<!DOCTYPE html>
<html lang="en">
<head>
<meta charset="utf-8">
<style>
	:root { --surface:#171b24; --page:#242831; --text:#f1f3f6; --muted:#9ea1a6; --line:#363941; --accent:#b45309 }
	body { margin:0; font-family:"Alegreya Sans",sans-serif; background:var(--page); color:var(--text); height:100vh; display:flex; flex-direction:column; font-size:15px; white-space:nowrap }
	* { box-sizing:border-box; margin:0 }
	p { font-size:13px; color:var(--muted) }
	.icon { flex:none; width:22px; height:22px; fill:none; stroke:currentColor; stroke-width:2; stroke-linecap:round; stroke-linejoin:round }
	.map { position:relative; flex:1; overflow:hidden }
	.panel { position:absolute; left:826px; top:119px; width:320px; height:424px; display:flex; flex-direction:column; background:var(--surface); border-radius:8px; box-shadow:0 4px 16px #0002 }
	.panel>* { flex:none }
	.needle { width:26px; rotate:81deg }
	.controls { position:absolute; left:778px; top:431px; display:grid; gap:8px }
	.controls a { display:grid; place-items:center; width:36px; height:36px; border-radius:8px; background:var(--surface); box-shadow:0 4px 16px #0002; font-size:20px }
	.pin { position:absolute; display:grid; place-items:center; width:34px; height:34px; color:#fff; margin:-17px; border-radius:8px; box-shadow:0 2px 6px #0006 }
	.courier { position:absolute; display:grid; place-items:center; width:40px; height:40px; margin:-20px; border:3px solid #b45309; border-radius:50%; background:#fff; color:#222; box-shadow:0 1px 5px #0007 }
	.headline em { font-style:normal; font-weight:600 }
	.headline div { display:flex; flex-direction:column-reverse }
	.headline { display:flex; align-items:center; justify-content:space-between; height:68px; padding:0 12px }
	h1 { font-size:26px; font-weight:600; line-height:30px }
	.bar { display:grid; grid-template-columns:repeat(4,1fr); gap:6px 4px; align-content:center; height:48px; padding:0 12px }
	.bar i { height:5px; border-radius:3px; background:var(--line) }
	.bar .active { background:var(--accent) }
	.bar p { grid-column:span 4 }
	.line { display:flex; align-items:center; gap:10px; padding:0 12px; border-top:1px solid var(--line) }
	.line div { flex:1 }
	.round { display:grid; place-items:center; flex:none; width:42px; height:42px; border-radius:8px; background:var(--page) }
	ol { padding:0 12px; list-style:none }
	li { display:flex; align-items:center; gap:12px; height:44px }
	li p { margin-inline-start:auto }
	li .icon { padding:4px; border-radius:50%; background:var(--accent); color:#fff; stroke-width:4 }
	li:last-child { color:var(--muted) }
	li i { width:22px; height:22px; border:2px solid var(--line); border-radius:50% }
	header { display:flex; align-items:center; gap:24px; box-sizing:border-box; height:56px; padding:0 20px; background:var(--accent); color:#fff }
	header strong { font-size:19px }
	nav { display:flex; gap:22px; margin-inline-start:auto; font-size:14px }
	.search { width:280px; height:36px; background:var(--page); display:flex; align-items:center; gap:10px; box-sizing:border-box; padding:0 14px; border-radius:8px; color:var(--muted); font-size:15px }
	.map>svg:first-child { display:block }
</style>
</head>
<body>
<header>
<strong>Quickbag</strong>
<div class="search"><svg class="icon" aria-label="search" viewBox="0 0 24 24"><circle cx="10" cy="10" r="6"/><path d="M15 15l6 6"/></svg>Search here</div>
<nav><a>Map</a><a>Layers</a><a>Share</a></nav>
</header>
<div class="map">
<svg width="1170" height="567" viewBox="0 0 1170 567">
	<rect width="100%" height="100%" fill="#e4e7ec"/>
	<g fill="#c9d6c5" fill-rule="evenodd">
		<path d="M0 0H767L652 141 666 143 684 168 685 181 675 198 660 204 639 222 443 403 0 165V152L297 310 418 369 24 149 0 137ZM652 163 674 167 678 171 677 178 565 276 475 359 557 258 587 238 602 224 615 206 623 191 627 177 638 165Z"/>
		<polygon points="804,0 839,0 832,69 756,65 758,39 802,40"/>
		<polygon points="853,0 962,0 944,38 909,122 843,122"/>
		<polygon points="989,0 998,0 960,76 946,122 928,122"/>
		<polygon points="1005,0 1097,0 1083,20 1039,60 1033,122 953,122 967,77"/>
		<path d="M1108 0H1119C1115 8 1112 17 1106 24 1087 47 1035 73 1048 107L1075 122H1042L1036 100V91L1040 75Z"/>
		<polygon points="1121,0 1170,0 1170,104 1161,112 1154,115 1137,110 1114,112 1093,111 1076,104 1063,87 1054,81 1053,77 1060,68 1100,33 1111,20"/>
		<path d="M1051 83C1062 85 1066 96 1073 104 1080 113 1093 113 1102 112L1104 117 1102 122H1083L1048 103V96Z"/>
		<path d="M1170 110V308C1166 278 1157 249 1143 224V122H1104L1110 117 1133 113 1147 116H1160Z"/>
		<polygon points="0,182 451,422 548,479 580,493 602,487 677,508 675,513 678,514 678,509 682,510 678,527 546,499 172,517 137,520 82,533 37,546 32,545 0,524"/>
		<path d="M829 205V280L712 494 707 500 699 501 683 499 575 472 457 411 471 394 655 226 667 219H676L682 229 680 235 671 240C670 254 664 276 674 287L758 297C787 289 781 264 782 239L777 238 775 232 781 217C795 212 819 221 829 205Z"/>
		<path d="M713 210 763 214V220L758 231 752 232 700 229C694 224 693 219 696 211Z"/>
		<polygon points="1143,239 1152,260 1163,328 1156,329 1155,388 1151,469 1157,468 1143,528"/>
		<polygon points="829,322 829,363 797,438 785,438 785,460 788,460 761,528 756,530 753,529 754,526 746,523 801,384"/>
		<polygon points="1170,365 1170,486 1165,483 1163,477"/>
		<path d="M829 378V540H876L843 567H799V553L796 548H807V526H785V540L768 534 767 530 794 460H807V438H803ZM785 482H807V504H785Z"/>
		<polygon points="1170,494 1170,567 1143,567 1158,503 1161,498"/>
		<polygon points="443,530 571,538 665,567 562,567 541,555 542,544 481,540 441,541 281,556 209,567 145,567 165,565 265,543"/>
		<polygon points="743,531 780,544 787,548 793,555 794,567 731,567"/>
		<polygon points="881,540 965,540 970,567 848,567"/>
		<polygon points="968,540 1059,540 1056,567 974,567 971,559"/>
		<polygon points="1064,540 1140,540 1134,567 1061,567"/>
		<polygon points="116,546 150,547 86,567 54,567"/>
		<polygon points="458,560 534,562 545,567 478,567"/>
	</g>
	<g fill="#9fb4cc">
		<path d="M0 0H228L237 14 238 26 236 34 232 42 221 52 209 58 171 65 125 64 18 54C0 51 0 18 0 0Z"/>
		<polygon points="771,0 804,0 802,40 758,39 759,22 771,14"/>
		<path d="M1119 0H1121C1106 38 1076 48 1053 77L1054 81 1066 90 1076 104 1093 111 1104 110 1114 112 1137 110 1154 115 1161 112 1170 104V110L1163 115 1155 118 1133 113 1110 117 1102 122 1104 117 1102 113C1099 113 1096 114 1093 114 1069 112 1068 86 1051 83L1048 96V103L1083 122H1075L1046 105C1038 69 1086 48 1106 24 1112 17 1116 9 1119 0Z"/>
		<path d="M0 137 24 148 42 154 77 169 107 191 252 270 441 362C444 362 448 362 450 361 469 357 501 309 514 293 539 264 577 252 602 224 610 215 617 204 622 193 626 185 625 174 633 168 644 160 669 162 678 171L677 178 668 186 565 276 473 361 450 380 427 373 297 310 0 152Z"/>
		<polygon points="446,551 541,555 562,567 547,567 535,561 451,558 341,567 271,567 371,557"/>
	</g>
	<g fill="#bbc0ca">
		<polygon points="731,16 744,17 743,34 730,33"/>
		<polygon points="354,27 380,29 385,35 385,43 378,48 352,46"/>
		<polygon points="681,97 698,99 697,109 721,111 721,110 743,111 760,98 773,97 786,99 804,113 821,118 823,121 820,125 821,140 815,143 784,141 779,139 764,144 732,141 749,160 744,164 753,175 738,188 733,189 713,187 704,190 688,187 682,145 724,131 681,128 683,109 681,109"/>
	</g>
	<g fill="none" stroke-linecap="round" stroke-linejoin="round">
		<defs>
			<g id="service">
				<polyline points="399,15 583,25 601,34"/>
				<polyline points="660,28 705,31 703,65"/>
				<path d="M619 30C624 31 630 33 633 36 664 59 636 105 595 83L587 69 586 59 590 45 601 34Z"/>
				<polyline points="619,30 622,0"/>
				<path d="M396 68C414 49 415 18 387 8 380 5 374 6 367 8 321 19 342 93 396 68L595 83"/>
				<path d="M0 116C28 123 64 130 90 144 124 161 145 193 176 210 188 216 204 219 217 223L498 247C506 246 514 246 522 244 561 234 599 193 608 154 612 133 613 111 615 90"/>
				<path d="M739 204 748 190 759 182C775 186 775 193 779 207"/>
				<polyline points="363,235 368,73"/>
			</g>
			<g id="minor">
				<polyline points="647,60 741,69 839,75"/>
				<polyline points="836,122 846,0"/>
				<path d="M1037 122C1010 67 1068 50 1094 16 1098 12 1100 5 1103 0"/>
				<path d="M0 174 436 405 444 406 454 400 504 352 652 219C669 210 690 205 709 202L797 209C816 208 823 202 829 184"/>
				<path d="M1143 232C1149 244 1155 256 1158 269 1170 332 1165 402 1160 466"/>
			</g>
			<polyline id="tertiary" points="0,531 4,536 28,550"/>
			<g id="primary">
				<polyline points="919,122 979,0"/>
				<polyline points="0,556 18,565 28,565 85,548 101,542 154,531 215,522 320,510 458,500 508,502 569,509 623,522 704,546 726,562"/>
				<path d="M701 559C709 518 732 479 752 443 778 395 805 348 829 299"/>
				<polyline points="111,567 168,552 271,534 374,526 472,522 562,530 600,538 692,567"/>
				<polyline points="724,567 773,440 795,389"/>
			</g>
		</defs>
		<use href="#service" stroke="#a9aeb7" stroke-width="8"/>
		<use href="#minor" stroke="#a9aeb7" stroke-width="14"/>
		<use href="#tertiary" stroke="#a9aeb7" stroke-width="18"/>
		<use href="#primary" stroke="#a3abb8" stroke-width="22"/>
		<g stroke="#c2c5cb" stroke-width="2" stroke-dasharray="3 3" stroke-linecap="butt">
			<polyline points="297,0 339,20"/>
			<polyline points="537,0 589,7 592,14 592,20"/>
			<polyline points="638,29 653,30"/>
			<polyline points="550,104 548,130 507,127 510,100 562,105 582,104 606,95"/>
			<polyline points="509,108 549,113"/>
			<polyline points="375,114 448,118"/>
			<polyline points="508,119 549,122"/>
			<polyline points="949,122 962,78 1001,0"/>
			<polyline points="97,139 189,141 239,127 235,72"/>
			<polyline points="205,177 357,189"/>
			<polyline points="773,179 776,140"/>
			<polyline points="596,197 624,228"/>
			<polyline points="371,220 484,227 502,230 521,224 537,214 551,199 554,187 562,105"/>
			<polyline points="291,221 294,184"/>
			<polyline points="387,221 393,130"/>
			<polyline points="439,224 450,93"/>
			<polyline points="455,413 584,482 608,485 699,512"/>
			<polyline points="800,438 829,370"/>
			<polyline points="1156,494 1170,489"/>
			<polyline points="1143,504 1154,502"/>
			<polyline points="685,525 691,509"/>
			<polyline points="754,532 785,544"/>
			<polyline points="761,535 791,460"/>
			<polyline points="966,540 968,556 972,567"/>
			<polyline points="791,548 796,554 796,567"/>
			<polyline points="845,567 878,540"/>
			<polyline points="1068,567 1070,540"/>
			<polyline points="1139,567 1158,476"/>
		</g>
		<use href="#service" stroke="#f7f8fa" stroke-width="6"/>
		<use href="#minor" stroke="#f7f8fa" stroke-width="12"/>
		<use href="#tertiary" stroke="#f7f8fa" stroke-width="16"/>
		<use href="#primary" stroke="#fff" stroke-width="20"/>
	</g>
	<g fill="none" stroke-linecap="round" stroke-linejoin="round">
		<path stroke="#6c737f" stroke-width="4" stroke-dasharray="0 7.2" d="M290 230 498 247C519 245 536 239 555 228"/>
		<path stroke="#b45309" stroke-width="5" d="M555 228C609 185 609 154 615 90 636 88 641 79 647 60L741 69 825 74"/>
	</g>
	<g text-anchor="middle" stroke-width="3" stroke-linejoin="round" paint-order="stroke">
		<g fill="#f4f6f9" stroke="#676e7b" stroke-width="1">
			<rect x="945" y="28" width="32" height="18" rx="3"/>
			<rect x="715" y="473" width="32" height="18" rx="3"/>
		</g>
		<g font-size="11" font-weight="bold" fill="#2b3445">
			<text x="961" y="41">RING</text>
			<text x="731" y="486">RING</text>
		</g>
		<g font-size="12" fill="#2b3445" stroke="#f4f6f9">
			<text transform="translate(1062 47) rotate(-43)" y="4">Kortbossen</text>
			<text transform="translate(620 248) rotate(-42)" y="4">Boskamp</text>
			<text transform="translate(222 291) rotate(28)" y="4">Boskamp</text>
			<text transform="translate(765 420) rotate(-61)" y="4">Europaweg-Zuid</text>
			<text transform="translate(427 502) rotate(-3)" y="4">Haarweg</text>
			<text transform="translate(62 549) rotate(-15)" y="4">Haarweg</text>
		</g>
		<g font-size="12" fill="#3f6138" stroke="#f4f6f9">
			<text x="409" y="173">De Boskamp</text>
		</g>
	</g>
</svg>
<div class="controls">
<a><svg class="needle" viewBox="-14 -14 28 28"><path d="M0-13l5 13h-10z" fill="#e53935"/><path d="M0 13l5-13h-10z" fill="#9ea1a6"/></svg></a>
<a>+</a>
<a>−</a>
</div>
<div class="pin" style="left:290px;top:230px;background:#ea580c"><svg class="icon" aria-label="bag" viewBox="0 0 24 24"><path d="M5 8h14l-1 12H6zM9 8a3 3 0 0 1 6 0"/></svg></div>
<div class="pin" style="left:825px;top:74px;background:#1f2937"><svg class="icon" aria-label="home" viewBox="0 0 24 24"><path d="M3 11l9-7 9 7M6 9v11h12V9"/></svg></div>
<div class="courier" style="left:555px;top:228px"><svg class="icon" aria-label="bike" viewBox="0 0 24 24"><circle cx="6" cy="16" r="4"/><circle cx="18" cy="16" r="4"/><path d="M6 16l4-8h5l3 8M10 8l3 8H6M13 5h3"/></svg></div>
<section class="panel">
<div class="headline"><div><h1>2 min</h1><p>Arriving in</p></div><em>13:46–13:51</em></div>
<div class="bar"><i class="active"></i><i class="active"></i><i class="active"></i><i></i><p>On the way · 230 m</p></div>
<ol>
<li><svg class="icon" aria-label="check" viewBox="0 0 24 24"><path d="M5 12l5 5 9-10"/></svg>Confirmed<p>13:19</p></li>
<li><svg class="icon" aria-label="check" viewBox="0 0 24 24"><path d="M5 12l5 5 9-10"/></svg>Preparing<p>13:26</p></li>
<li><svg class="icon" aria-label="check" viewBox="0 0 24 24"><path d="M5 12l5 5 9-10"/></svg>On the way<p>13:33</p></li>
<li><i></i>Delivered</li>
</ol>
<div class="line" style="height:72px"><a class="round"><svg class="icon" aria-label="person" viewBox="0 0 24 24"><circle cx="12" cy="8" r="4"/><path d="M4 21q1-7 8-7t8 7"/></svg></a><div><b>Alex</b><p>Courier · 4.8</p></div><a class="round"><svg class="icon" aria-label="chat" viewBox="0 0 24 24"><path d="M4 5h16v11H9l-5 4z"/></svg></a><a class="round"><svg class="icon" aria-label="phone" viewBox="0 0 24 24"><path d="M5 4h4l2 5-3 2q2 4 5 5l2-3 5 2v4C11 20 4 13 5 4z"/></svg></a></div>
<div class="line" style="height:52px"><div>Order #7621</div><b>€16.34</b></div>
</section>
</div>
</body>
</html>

What is expected: Search the records above for "strong". Copy each line where it is found.

Solution for this exercise:
	header strong { font-size:19px }
<strong>Quickbag</strong>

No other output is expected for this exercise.